*** EXCERPTED RECORDS
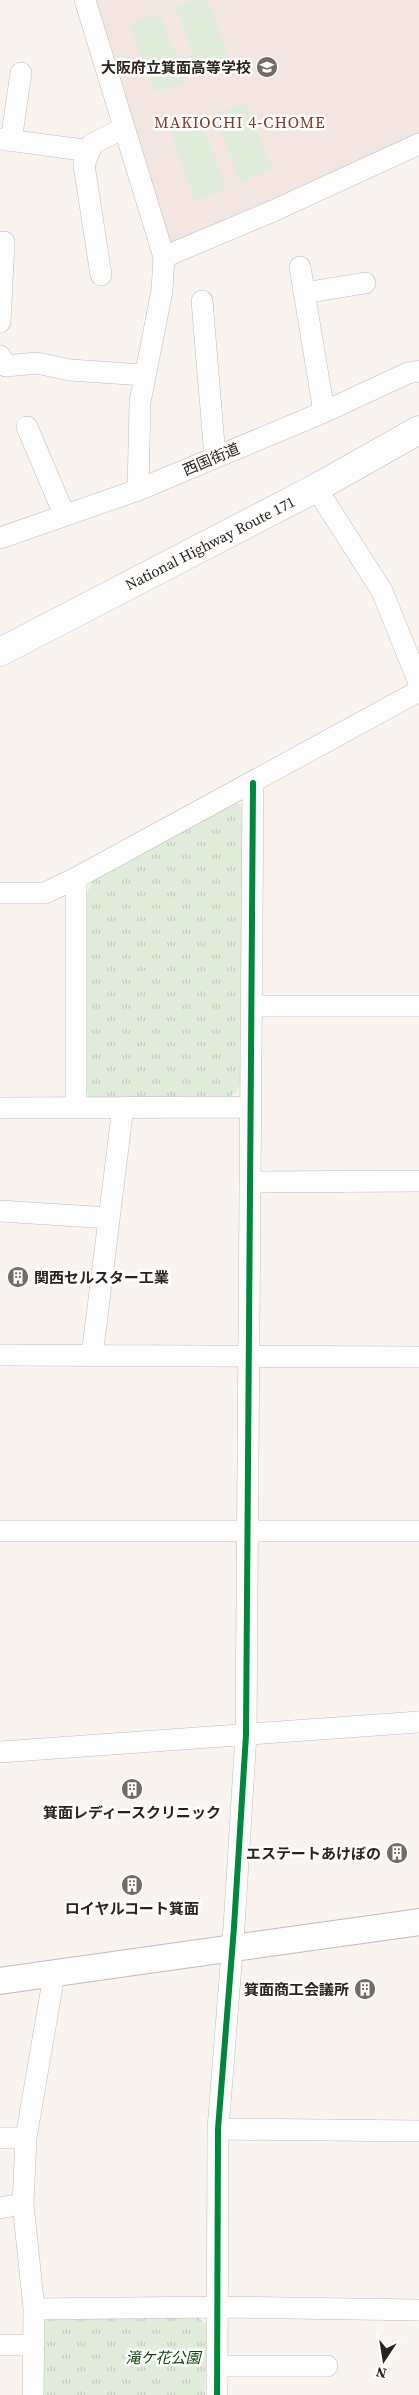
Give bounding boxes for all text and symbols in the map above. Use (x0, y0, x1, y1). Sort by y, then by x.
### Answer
school or university icon: 大阪府立箕面高等学校 (255, 55, 279, 79)
place label: 大阪府立箕面高等学校 (101, 57, 251, 78)
district label: MAKIOCHI 4-CHOME (154, 111, 326, 133)
street label: 西国街道 (179, 438, 243, 480)
street label: National Highway Route 171 (121, 491, 299, 595)
building icon: 関西セルスター工業 (6, 1265, 30, 1289)
place label: 関西セルスター工業 (34, 1267, 169, 1288)
building icon: 箕面レディースクリニック (120, 1777, 144, 1801)
place label: 箕面レディースクリニック (43, 1802, 221, 1823)
building icon: エステートあけぼの (385, 1841, 409, 1865)
place label: エステートあけぼの (246, 1843, 381, 1864)
building icon: ロイヤルコート箕面 (120, 1873, 144, 1897)
place label: ロイヤルコート箕面 (65, 1898, 199, 1919)
building icon: 箕面商工会議所 (353, 1977, 377, 2001)
place label: 箕面商工会議所 (244, 1979, 349, 2000)
north arrow (359, 2335, 409, 2385)
park label: 滝ケ花公園 (125, 2347, 202, 2368)
text: N (374, 2362, 388, 2384)

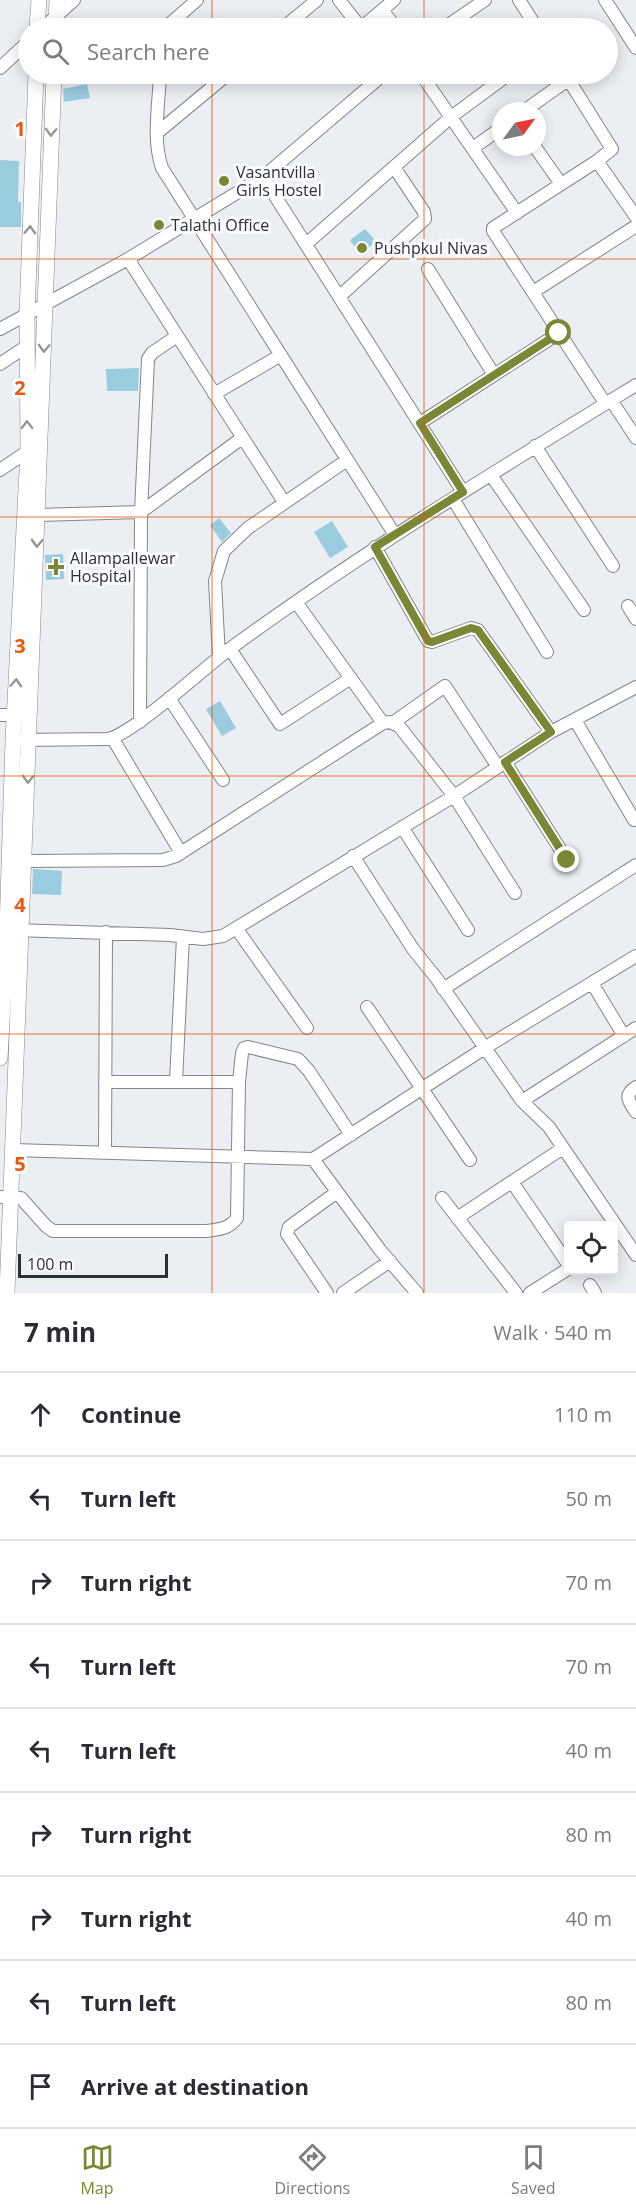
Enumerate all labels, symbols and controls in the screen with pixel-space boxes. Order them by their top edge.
search box [18,18,618,84]
icon: search [39,35,72,68]
text: Search here [87,36,210,66]
north arrow [492,102,546,156]
text: 1 [14,115,26,142]
one-way arrow [45,127,58,136]
place label: Vasantvilla Girls Hostel [236,161,322,201]
marker: Vasantvilla Girls Hostel [217,174,231,188]
place label: Talathi Office [171,214,269,236]
marker: Talathi Office [152,218,166,232]
one-way arrow [24,226,36,235]
place label: Pushpkul Nivas [374,237,488,259]
marker: Pushpkul Nivas [355,241,369,255]
route start [545,319,571,345]
one-way arrow [38,343,50,352]
text: 2 [14,374,26,401]
one-way arrow [21,420,34,429]
one-way arrow [30,538,43,547]
place label: Allampallewar Hospital [70,547,176,587]
marker: Allampallewar Hospital [47,558,65,576]
text: 3 [14,632,26,659]
one-way arrow [9,678,22,687]
one-way arrow [21,775,34,784]
route end [553,846,579,872]
text: 4 [14,891,26,918]
text: 5 [14,1150,26,1177]
map controls [564,1221,618,1275]
button: locate [564,1221,618,1275]
scale bar [18,1251,168,1278]
text: 100 m [27,1253,73,1275]
text: 7 min [24,1314,96,1350]
text: Walk · 540 m [493,1319,612,1346]
icon: ahead [24,1398,57,1431]
text: Continue [81,1399,181,1429]
text: 110 m [554,1401,612,1428]
icon: left [24,1482,57,1515]
text: Turn left [81,1483,176,1513]
text: 50 m [565,1485,612,1512]
icon: right [24,1566,57,1599]
text: Turn right [81,1567,192,1597]
text: 70 m [565,1569,612,1596]
icon: left [24,1650,57,1683]
text: Turn left [81,1651,176,1681]
text: 70 m [565,1653,612,1680]
icon: left [24,1734,57,1767]
text: Turn left [81,1735,176,1765]
text: 40 m [565,1737,612,1764]
icon: right [24,1818,57,1851]
text: Turn right [81,1819,192,1849]
text: 80 m [565,1821,612,1848]
icon: right [24,1902,57,1935]
text: Turn right [81,1903,192,1933]
text: 40 m [565,1905,612,1932]
icon: left [24,1986,57,2019]
text: Turn left [81,1987,176,2017]
text: 80 m [565,1989,612,2016]
icon: arrive [24,2070,57,2103]
text: Arrive at destination [81,2071,309,2101]
tab: Map [80,2141,114,2199]
tab: Directions [274,2141,350,2199]
tab: Saved [511,2141,556,2199]

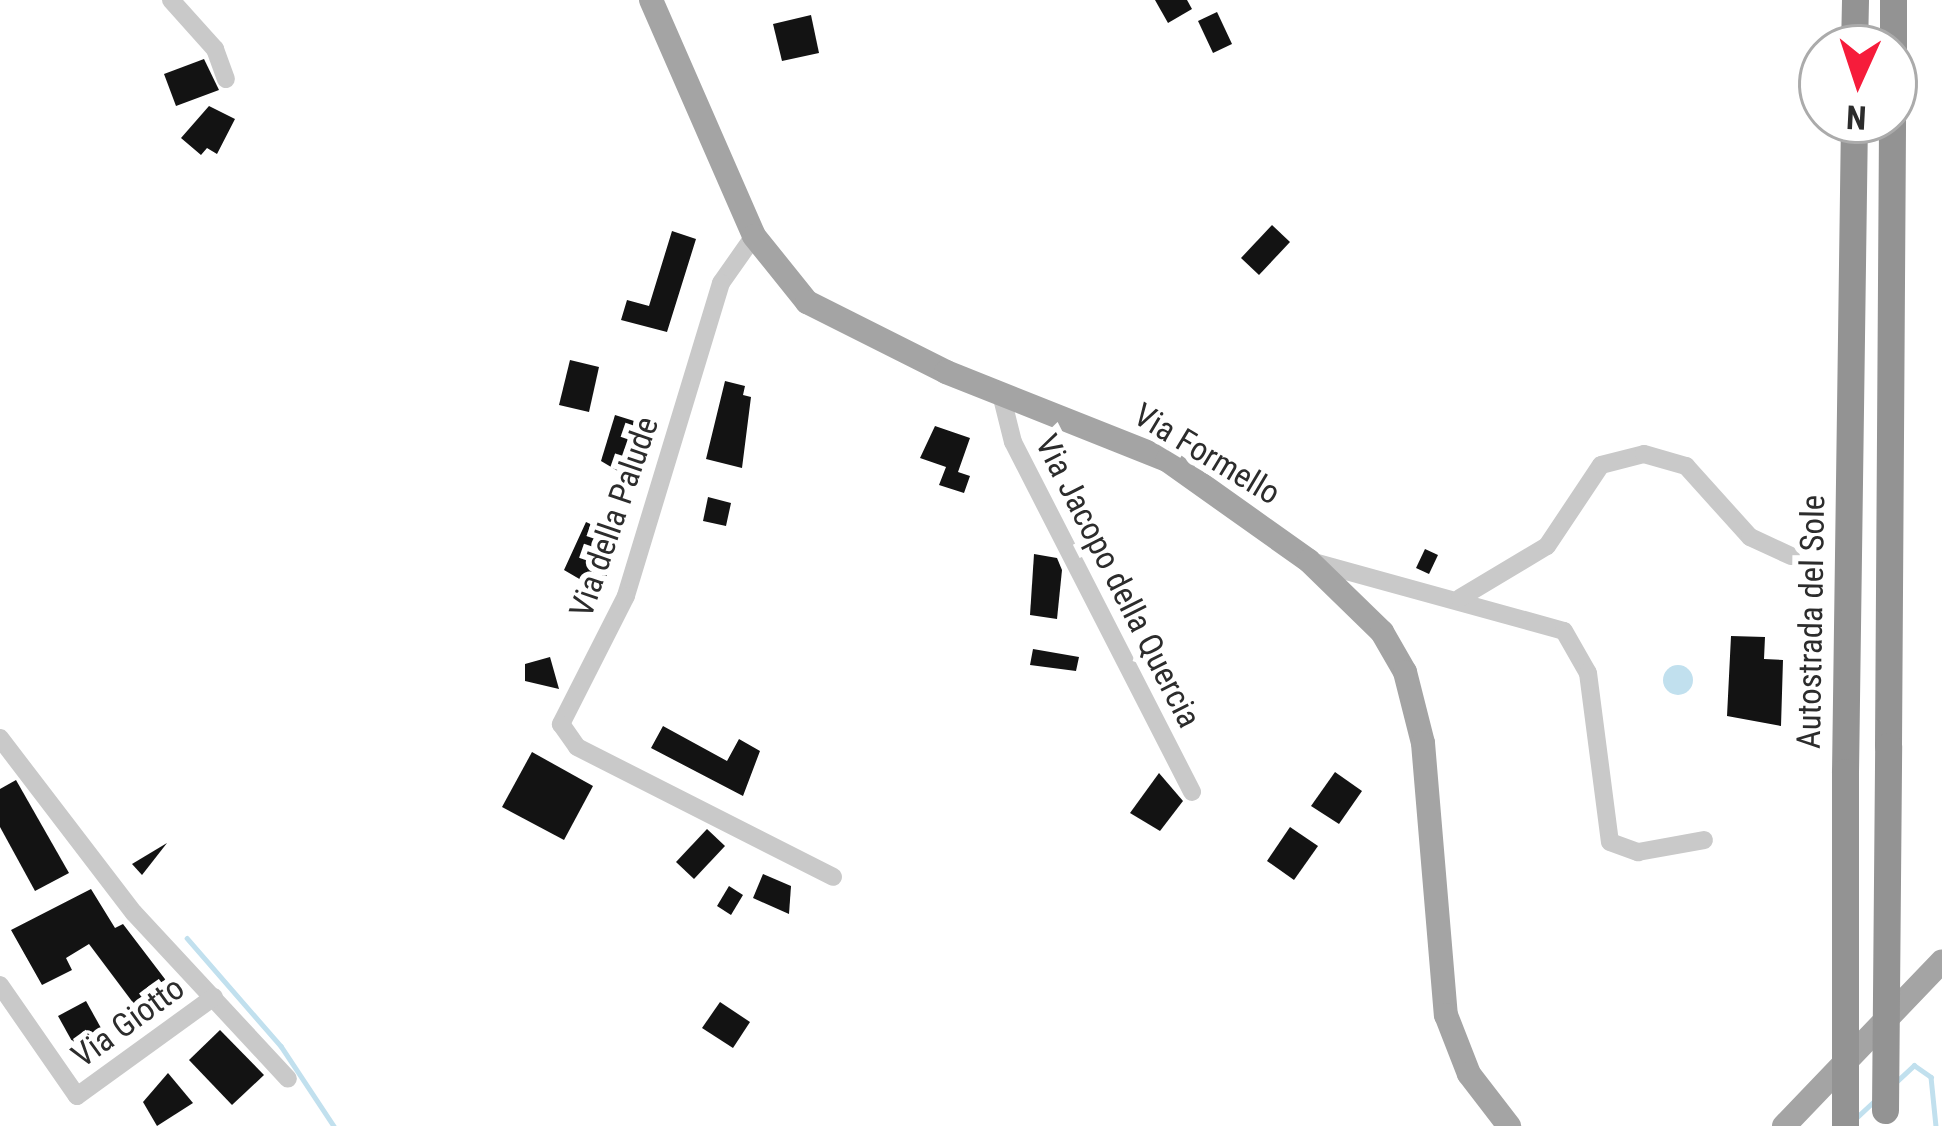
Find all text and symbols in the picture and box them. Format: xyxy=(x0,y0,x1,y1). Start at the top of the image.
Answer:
north arrow xyxy=(1798,24,1918,144)
text: N xyxy=(1845,97,1867,137)
street label: Via Formello xyxy=(1127,395,1287,513)
street label: Via della Palude xyxy=(561,412,667,622)
street label: Via Jacopo della Quercia xyxy=(1027,428,1209,734)
street label: Autostrada del Sole xyxy=(1789,495,1833,749)
street label: Via Giotto xyxy=(64,968,192,1076)

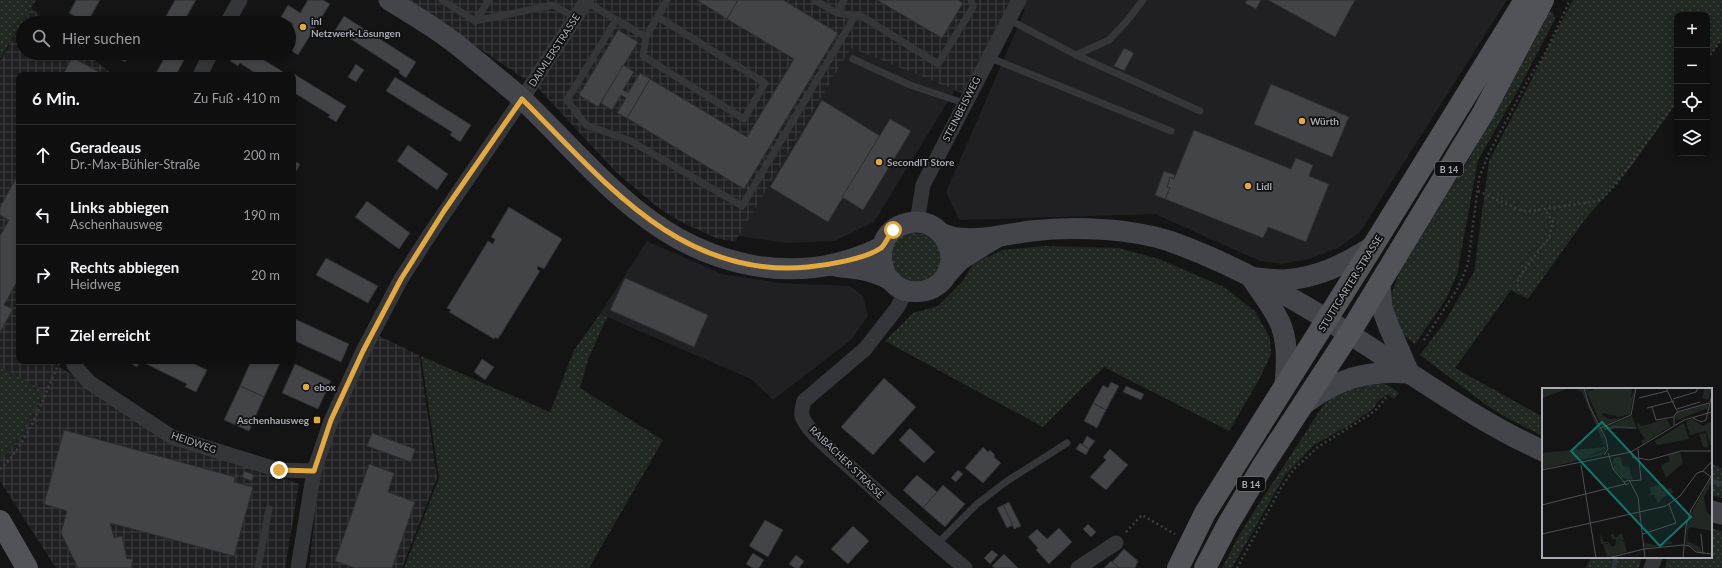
******
## WHAT THE TASK ASKS
With the pictures removed, print the entries above exactly.

## SOLUTION
Give bounding boxes for all text and symbols in the map above. Use (x0, y0, x1, y1). Sort by y, then by x.
### Answer
school or university icon: 大阪府立箕面高等学校 (255, 55, 279, 79)
place label: 大阪府立箕面高等学校 (101, 57, 251, 78)
district label: MAKIOCHI 4-CHOME (154, 111, 326, 133)
street label: 西国街道 (179, 438, 243, 480)
street label: National Highway Route 171 (121, 491, 299, 595)
building icon: 関西セルスター工業 (6, 1265, 30, 1289)
place label: 関西セルスター工業 (34, 1267, 169, 1288)
building icon: 箕面レディースクリニック (120, 1777, 144, 1801)
place label: 箕面レディースクリニック (43, 1802, 221, 1823)
building icon: エステートあけぼの (385, 1841, 409, 1865)
place label: エステートあけぼの (246, 1843, 381, 1864)
building icon: ロイヤルコート箕面 (120, 1873, 144, 1897)
place label: ロイヤルコート箕面 (65, 1898, 199, 1919)
building icon: 箕面商工会議所 (353, 1977, 377, 2001)
place label: 箕面商工会議所 (244, 1979, 349, 2000)
north arrow (359, 2335, 409, 2385)
park label: 滝ケ花公園 (125, 2347, 202, 2368)
text: N (374, 2362, 388, 2384)

Enumerate all labels, symbols and controls in the screen with pixel-space boxes. Order them by their top edge.
search box [18,18,618,84]
icon: search [39,35,72,68]
text: Search here [87,36,210,66]
north arrow [492,102,546,156]
text: 1 [14,115,26,142]
one-way arrow [45,127,58,136]
place label: Vasantvilla Girls Hostel [236,161,322,201]
marker: Vasantvilla Girls Hostel [217,174,231,188]
place label: Talathi Office [171,214,269,236]
marker: Talathi Office [152,218,166,232]
one-way arrow [24,226,36,235]
place label: Pushpkul Nivas [374,237,488,259]
marker: Pushpkul Nivas [355,241,369,255]
route start [545,319,571,345]
one-way arrow [38,343,50,352]
text: 2 [14,374,26,401]
one-way arrow [21,420,34,429]
one-way arrow [30,538,43,547]
place label: Allampallewar Hospital [70,547,176,587]
marker: Allampallewar Hospital [47,558,65,576]
text: 3 [14,632,26,659]
one-way arrow [9,678,22,687]
one-way arrow [21,775,34,784]
route end [553,846,579,872]
text: 4 [14,891,26,918]
text: 5 [14,1150,26,1177]
map controls [564,1221,618,1275]
button: locate [564,1221,618,1275]
scale bar [18,1251,168,1278]
text: 100 m [27,1253,73,1275]
text: 7 min [24,1314,96,1350]
text: Walk · 540 m [493,1319,612,1346]
icon: ahead [24,1398,57,1431]
text: Continue [81,1399,181,1429]
text: 110 m [554,1401,612,1428]
icon: left [24,1482,57,1515]
text: Turn left [81,1483,176,1513]
text: 50 m [565,1485,612,1512]
icon: right [24,1566,57,1599]
text: Turn right [81,1567,192,1597]
text: 70 m [565,1569,612,1596]
icon: left [24,1650,57,1683]
text: Turn left [81,1651,176,1681]
text: 70 m [565,1653,612,1680]
icon: left [24,1734,57,1767]
text: Turn left [81,1735,176,1765]
text: 40 m [565,1737,612,1764]
icon: right [24,1818,57,1851]
text: Turn right [81,1819,192,1849]
text: 80 m [565,1821,612,1848]
icon: right [24,1902,57,1935]
text: Turn right [81,1903,192,1933]
text: 40 m [565,1905,612,1932]
icon: left [24,1986,57,2019]
text: Turn left [81,1987,176,2017]
text: 80 m [565,1989,612,2016]
icon: arrive [24,2070,57,2103]
text: Arrive at destination [81,2071,309,2101]
tab: Map [80,2141,114,2199]
tab: Directions [274,2141,350,2199]
tab: Saved [511,2141,556,2199]

Find all text and symbols in the picture and box them. Format: xyxy=(x0,y0,x1,y1). Start at the top of the image.
Answer:
north arrow xyxy=(1798,24,1918,144)
text: N xyxy=(1845,97,1867,137)
street label: Via Formello xyxy=(1127,395,1287,513)
street label: Via della Palude xyxy=(561,412,667,622)
street label: Via Jacopo della Quercia xyxy=(1027,428,1209,734)
street label: Autostrada del Sole xyxy=(1789,495,1833,749)
street label: Via Giotto xyxy=(64,968,192,1076)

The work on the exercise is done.